Citizens begin seasonal transition from not going downtown, to avoiding downtown.


As an unusually long and aggravating winter season finally eases its headlock on the region, many residents are finally able to change the reasons for staying away from the downtown core.

Throughout the winter, piles of snow, ice, and slush remained present and made both driving and walking conditions enough to keep many locals confined to the safely plowed suburban box stores and away from the urban core. Most traffic through the region was commuter, and those who did come into the close-packed downtown streets did so with great purpose, or at least begrudgingly.

Similarly, downtown summers are filled with enough vacationing families, school groups, road-closing festivals, and road trippers for locals to write it off as frustratingly busy enough to warrant complete avoidance.

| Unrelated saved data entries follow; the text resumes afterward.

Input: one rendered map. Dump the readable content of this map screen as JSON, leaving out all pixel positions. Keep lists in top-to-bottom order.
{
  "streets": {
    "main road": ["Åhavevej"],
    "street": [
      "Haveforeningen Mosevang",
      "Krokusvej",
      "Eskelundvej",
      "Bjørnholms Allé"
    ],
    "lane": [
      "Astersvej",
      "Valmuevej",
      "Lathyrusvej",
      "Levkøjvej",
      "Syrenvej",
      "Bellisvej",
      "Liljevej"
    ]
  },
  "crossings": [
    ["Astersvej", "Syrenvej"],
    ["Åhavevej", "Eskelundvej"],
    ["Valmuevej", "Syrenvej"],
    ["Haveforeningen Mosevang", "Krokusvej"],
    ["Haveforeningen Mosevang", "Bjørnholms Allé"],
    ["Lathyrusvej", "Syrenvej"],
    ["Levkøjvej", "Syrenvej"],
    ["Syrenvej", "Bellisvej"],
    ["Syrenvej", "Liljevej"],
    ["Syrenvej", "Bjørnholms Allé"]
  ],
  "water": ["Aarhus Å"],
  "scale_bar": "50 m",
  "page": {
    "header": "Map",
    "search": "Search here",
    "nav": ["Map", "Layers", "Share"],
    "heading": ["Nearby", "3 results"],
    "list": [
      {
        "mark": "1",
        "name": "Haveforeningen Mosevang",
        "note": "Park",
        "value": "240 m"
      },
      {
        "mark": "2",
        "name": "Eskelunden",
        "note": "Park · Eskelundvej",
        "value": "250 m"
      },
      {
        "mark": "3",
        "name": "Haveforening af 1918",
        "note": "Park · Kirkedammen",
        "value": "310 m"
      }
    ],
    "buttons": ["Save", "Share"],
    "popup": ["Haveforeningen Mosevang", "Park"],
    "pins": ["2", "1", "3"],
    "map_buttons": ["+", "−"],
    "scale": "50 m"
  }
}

Normally this transition from winter snowbanks and ice sheets into the summer influx of out-of-towners and bus tourists happens gradually with warmer weather. However this season they are happening nearly simultaneously due to the extended cold weather which persisted well into spring.

Those who live and work the area admit that this year is a strange one, with unique situations occurring throughout. Some even report rare sightings of tour busses and snow banks side-by-side, despite traditionally animosity. These natives of downtown life maintain that nature should be allowed to run it’s course.

“All things move in cycles,” explained one urbanite. “We must allow ourselves to be moved with them, and to live with what comes.”

“The students go, and the tourists come. The tourists leave, and the students return. Every year, this great migration changes our landscape and moulds our community, and we have learned the ways in which we can live within these fluctuations.” He continued to explain.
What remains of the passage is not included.